Proud and loving midlife mama. Lucky and devoted wife. Dog, cat and snake mom. Travel nut. Natural born writer. PR and social media pro by day - tattoo doula by night.

Comments

  1. I actually specifically noted on my wedding website that children were not permitted. At every wedding that I’ve been to, there’s always a screaming child during the vows. And, for some reason, the parent stays to watch the vows and the kid screams through the entire thing.

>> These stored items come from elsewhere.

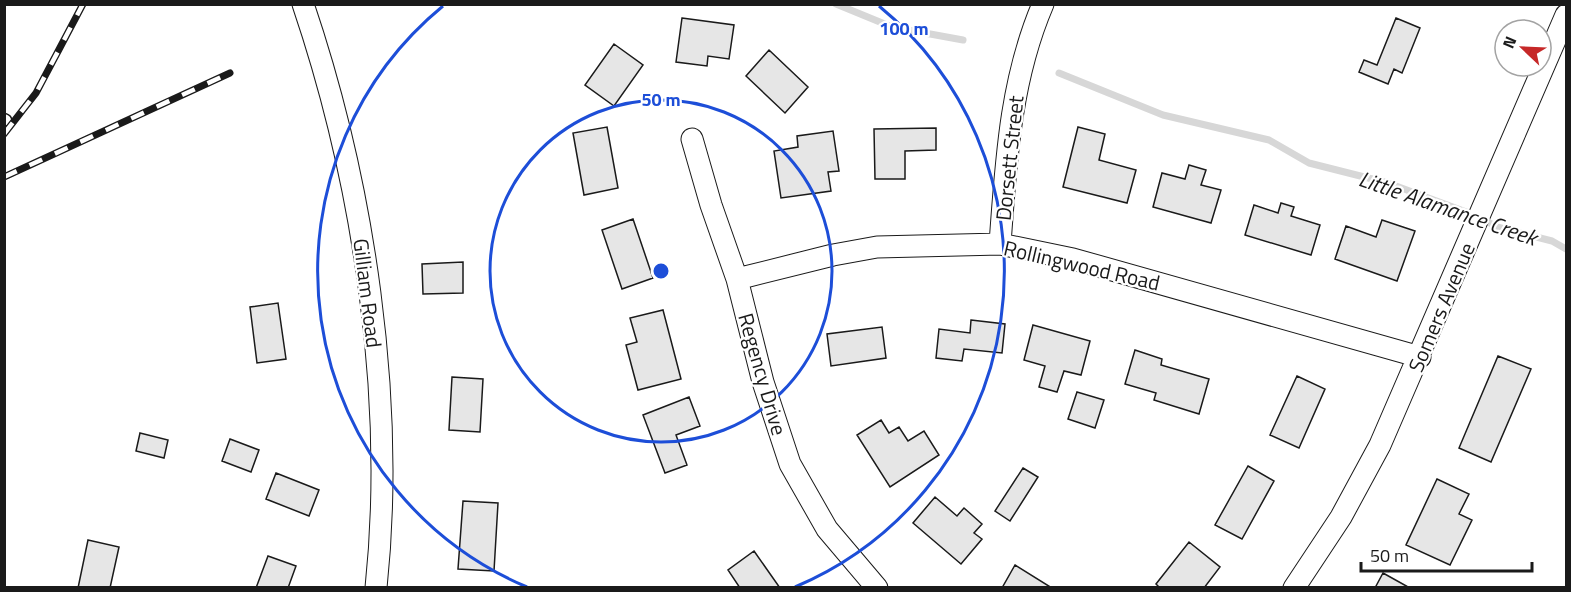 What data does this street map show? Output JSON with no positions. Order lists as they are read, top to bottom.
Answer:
{
  "streets": {
    "street": [
      "Dorsett Street",
      "Rollingwood Road",
      "Gilliam Road",
      "Somers Avenue",
      "Regency Drive"
    ]
  },
  "crossings": [
    ["Dorsett Street", "Rollingwood Road"],
    ["Rollingwood Road", "Somers Avenue"],
    ["Rollingwood Road", "Regency Drive"]
  ],
  "water": ["Little Alamance Creek"],
  "scale_bar": "50 m",
  "north": "top left",
  "rings": ["100 m", "50 m"]
}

    I’ve really not been around children much (I’ve never even held a baby and have no desire to do so!), so I think that has made my tolerance for them much lower. A screaming baby grates on my nerves because I’ve never been around it. So, I decided to be up front about it so people wouldn’t even have to ask.

    I think people who are more family-oriented don’t seem to mind as much. It really depends. I have a friend who was fine with lots of kids being at her wedding. But, my goal is to have my wedding stress free for me and my guests. I want them to kick back and have a night of child-free fun on the beach!

    Strangely, as a non-child person, I still love reading your blog, Lara!!

    1. Thanks, Rachel! That means a lot! And remember… I was a self-avowed non child person too for most of my adult life, and now look at me. Let this be a warning! Heh heh. 😉

      1. I know! That’s the only reason I was able to leave that comment and know it wouldn’t offend you. At this point in my life, I’m happy with my growing career and adorable dog. I don’t see myself as a parent in the future, but I know it could happen. I have several mentors who waited until later in their careers to have their kids. I think that’s a great option, even though I know it can be harder sometimes.

        1. Definitely. Don’t be afraid to wait – look how long I waited. I don’t regret it one bit. We had our fun as a couple and now we’re having our fun as a family. It’s like a new lease on life – and even sweeter because I almost didn’t do it at all.